Safety and precautions while hiking in Iceland
- Make sure you are properly dressed for the changeable weather and cold and windy conditions - wear layers, with a thermal underlayer, sturdy waterproof boots and jacket. Add a hat and gloves.
- Always carry a compass and map - and learn how to use them.
- Check the local weather forecast before setting out.
- Download safetravel.is to get up-to-date reports on the weather as well as road and trail closures.
- If you are walking alone, always leave your route with your accommodation.
- Never set out without water, food and a first-aid kit and phone GPS
- If you are an inexperienced hiker, book a guided tour for peace of mind
Your questions answered
What is the best month to hike in Iceland?
From May to September you can book superb treks with Icelandic Mountain guides.
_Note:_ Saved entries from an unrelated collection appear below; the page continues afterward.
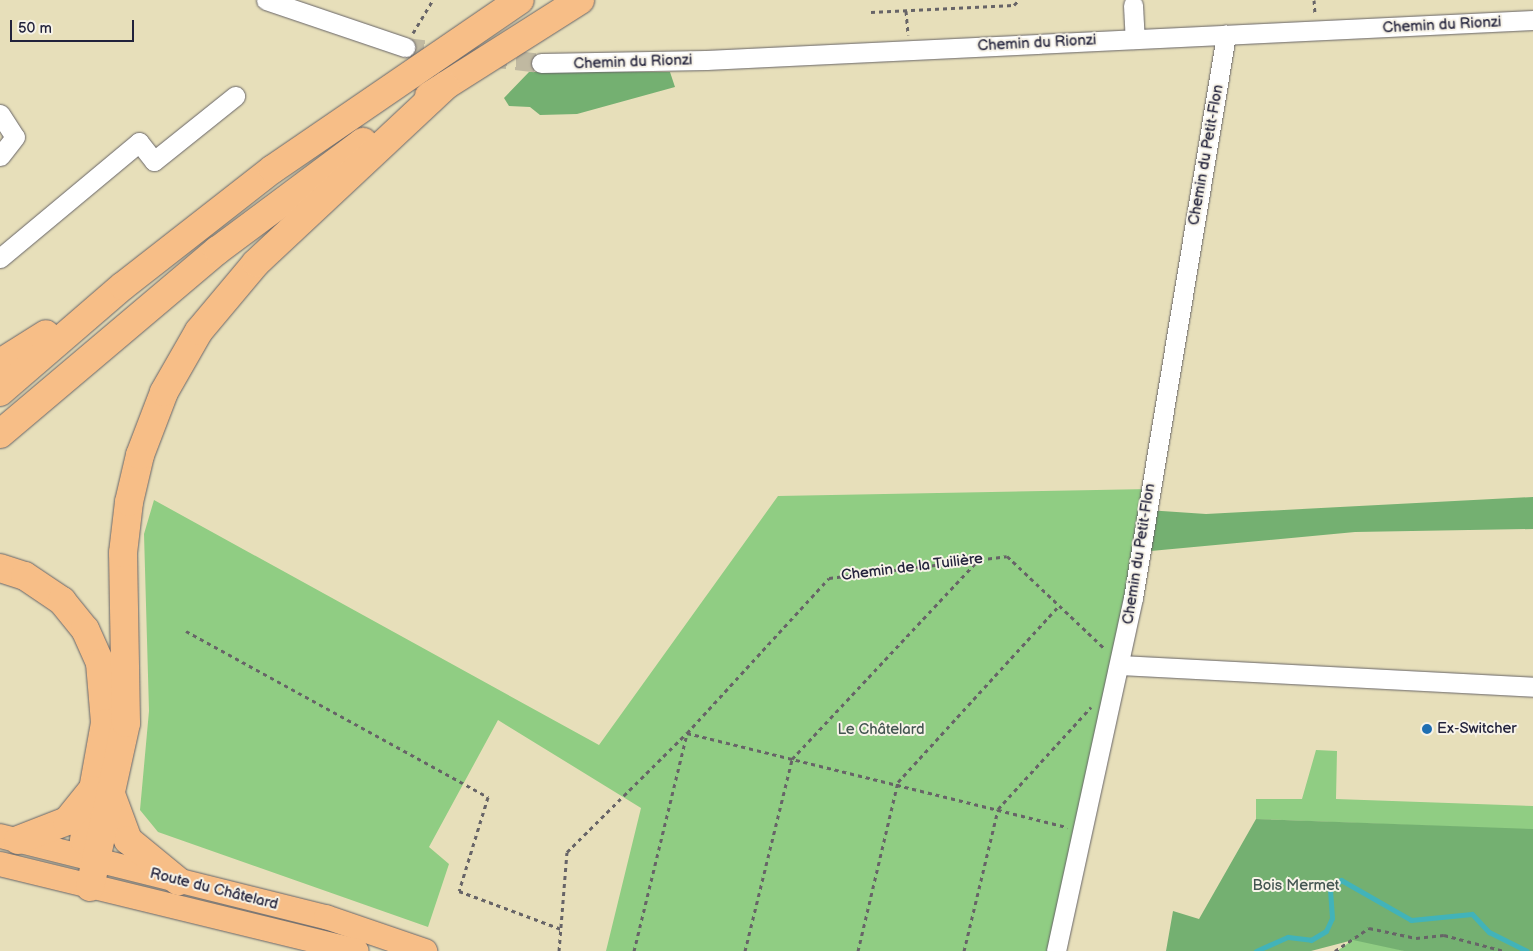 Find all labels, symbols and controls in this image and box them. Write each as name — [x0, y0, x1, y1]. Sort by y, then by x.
scale bar — [12, 10, 136, 42]
street label: Chemin du Rionzi — [1382, 13, 1502, 37]
text: 50 m — [18, 19, 52, 38]
street label: Chemin du Rionzi — [977, 31, 1097, 55]
street label: Chemin du Rionzi — [573, 51, 693, 73]
street label: Chemin du Petit-Flon — [1185, 83, 1227, 227]
street label: Chemin du Petit-Flon — [1119, 482, 1159, 626]
street label: Chemin de la Tuilière — [840, 549, 984, 585]
place label: Ex-Switcher — [1437, 720, 1517, 738]
park label: Le Châtelard — [837, 721, 925, 739]
marker: Ex-Switcher — [1421, 723, 1433, 735]
street label: Route du Châtelard — [148, 864, 280, 914]
park label: Bois Mermet — [1253, 877, 1339, 895]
June, July and August are the optimal months.
What is the toughest hike in Iceland?
There are many hikes that will challenge the most adventurous hikers. Test your mettle with an ascent of Iceland’s highest peak, Hvannadalshnjúkur or the alpine trekking route up the four peaks of Hrútsfjallstindar. Or how about the Three Peak Challenge of Vörðuskeggi, Eyjafjallajökull Glacier and Hvannadalshnúkur? Alternatively, hike the largest glacier in Europe or ski across the Highlands at Sprengisandur. Take your pick!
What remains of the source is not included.